Yes, absolutely. So if we look at the guidance we just put out there, the $28 million to $33 million range, the driver in that number is, in fact, investment of several million dollars at Althea to address some of the things Will just touched on, reengineering, getting it ready for -- inspection-ready, if you will. We also plan to, next year, in 2014, make additional investments there in order to increase capacity as we get ready for commercialization. And as mentioned in the script, was the fact that we'll be investing throughout the supply chain, including second-source manufacturers that will come online at a much larger scale as we've discussed historically, we're at a 25-liter scale today. We think that we can scale up to somewhere in the area of 200 liters and do that over the next 12 months, and that will make us much more prepared for the commercial launch and to meet demand that we expect to be there. All of these expenditures, not all of them, Ritu, but a majority of the expenditures here are actually -- will hit our income statement. There's relatively limited capital here as far as hardware and tanks and what not. A lot of is around infrastructure validation, process improvements and whatnot, which will flow through our P&L in the R&D line item.

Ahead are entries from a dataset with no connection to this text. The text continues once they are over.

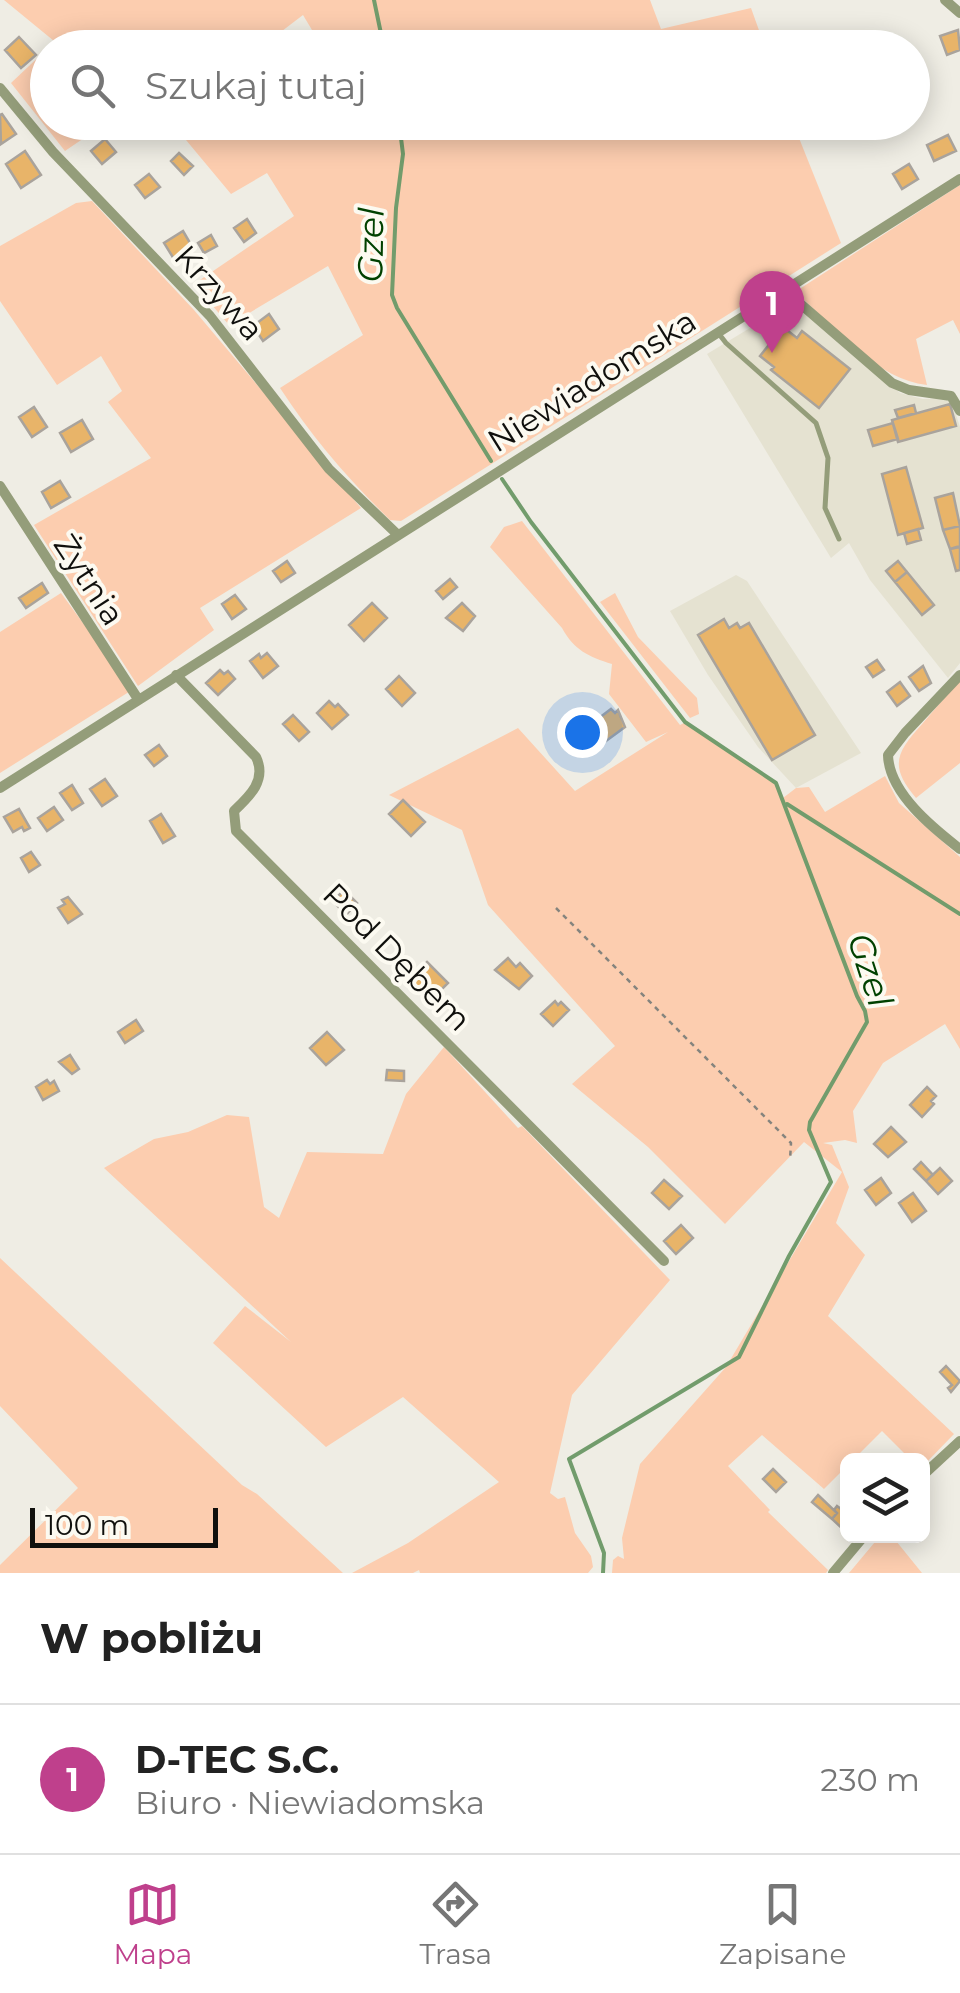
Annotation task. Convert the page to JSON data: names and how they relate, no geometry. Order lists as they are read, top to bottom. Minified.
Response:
{"streets":{"street":["Krzywa","Niewiadomska","Żytnia","Pod Dębem"]},"crossings":[["Krzywa","Niewiadomska"],["Niewiadomska","Pod Dębem"]],"water":["Gzel"],"scale_bar":"100 m","page":{"search":"Szukaj tutaj","pins":"1","scale":"100 m","heading":"W pobliżu","list":[{"mark":"1","name":"D-TEC S.C.","note":"Biuro · Niewiadomska","value":"230 m"}],"nav":["Mapa","Trasa","Zapisane"]}}
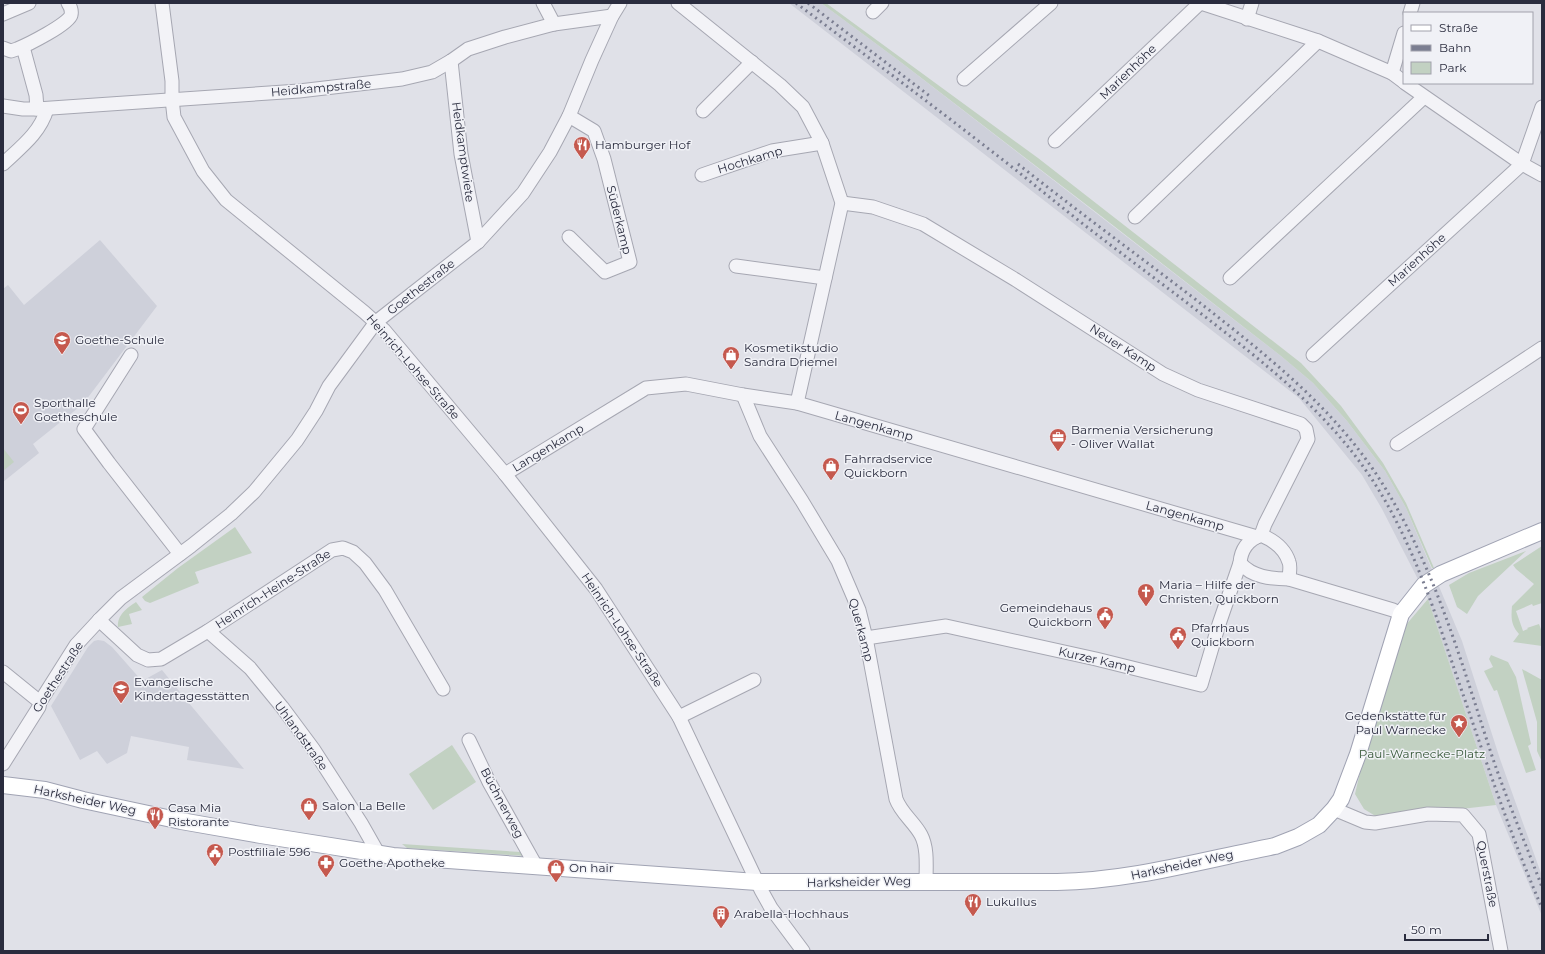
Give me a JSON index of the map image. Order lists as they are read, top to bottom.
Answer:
{
  "streets": {
    "main road": ["Harksheider Weg"],
    "street": [
      "Marienhöhe",
      "Heidkampstraße",
      "Heidkamptwiete",
      "Hochkamp",
      "Süderkamp",
      "Goethestraße",
      "Neuer Kamp",
      "Heinrich-Lohse-Straße",
      "Langenkamp",
      "Heinrich-Heine-Straße",
      "Querkamp",
      "Kurzer Kamp",
      "Uhlandstraße",
      "Büchnerweg",
      "Querstraße"
    ]
  },
  "crossings": [
    ["Heidkampstraße", "Heidkamptwiete"],
    ["Heidkampstraße", "Goethestraße"],
    ["Heidkampstraße", "Heinrich-Lohse-Straße"],
    ["Heidkamptwiete", "Goethestraße"],
    ["Süderkamp", "Goethestraße"],
    ["Goethestraße", "Heinrich-Lohse-Straße"],
    ["Goethestraße", "Heinrich-Heine-Straße"],
    ["Neuer Kamp", "Langenkamp"],
    ["Neuer Kamp", "Kurzer Kamp"],
    ["Heinrich-Lohse-Straße", "Langenkamp"],
    ["Heinrich-Lohse-Straße", "Harksheider Weg"],
    ["Langenkamp", "Querkamp"],
    ["Langenkamp", "Kurzer Kamp"],
    ["Heinrich-Heine-Straße", "Uhlandstraße"],
    ["Querkamp", "Kurzer Kamp"],
    ["Querkamp", "Harksheider Weg"],
    ["Uhlandstraße", "Harksheider Weg"],
    ["Harksheider Weg", "Büchnerweg"],
    ["Harksheider Weg", "Querstraße"]
  ],
  "parks": ["Paul-Warnecke-Platz"],
  "places": {
    "restaurant": ["Hamburger Hof", "Casa Mia Ristorante", "Lukullus"],
    "school or university": ["Goethe-Schule", "Evangelische Kindertagesstätten"],
    "shop": [
      "Kosmetikstudio Sandra Driemel",
      "Fahrradservice Quickborn",
      "Salon La Belle",
      "On hair"
    ],
    "sports": ["Sporthalle Goetheschule"],
    "office": ["Barmenia Versicherung - Oliver Wallat"],
    "church": ["Maria – Hilfe der Christen, Quickborn"],
    "public building": ["Gemeindehaus Quickborn", "Pfarrhaus Quickborn", "Postfiliale 596"],
    "place": ["Gedenkstätte für Paul Warnecke"],
    "pharmacy": ["Goethe Apotheke"],
    "building": ["Arabella-Hochhaus"]
  },
  "legend": ["Straße", "Bahn", "Park"],
  "scale_bar": "50 m"
}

There are no further questions at this time. Please proceed with your presentation or any closing remarks.

Thanks very much. I just want to thank everyone again for dialing in for the call today. We look forward to touching base with you during the third quarter, and appreciate, as always, your interest and support in the company.

Ladies and gentlemen, that concludes your conference call for today. We thank you for your participation and ask that you please disconnect your lines.